The Labor Board Gets a Raise

With organizing campaigns and strikes on the rise, Congress finally
proposes to increase funding for the NLRB-for the first time since
2014.

After nine lean years during which its budget had not increased by so
much as a penny, the National Labor Relations Board has finally secured
an increase in the 2023 funding bill that Congress will vote on this
week. That doesn't mean that nine fat years for the nation's labor
relations regulator are about to commence, but it does mean the NLRB
will not be compelled to furlough staff and can make some badly needed
hires in the coming year.

The funding, which Senate and House appropriators sent to their
respective floors today, includes an increase of $25 million for the
agency, roughly 9 percent higher than last year's (actually, the last
decade's) level. That's still $20 million less than the agency and
the administration had requested, but it's $25 million more than the
amount the Board has had to work with since President Obama's second
term.

And it comes not a moment too soon. Over the past several years, as the
public's approval rating for unions has risen to its highest level (71
percent) in nearly 60 years, the number of organizing drives and strikes
have both sizably increased. In 2022, according to
<[link removed]> Cornell University's School
of Industrial and Labor Relations, there have been 374 strikes-a 39
percent increase over 2021-running the spectrum from University of
California teaching assistants to the bakers at Kellogg and Nabisco.
Cornell tallies 78,000 workers who walked off the job in the first half
of this year-nearly three times the 26,500 who struck in the first six
months of 2021. With 48,000 academics walking the UC picket lines in
recent weeks, that number is likely considerably higher for this
year's second half.

Union organizing has increased as well. The number of requests to the
NLRB to conduct union recognition elections rose
<[link removed]>
by 57 percent from the first six months of fiscal 2021 (when there were
748 such requests) to the first six months of fiscal 2022 (when there
were 1,174).
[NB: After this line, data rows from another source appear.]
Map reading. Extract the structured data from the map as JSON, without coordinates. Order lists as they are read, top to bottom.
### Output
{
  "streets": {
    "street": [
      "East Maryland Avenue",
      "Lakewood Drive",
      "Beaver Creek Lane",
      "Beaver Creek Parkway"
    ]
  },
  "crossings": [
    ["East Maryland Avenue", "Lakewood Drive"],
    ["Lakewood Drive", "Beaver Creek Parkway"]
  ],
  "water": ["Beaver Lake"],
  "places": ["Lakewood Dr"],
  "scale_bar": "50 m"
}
That latter number includes the landmark victory of Amazon
workers on Staten Island, and the first set of Starbucks baristas to win
recognition (as baristas at nearly 250 Starbucks outlets have now done).
An unprecedented share of those requests to the NLRB are coming from
college students and graduate employees at private universities,
museums, think tanks, nonprofits, and their like-workers whose skills
give them a degree of immunity from the common employer response to
workers seeking to unionize, which is to fire them.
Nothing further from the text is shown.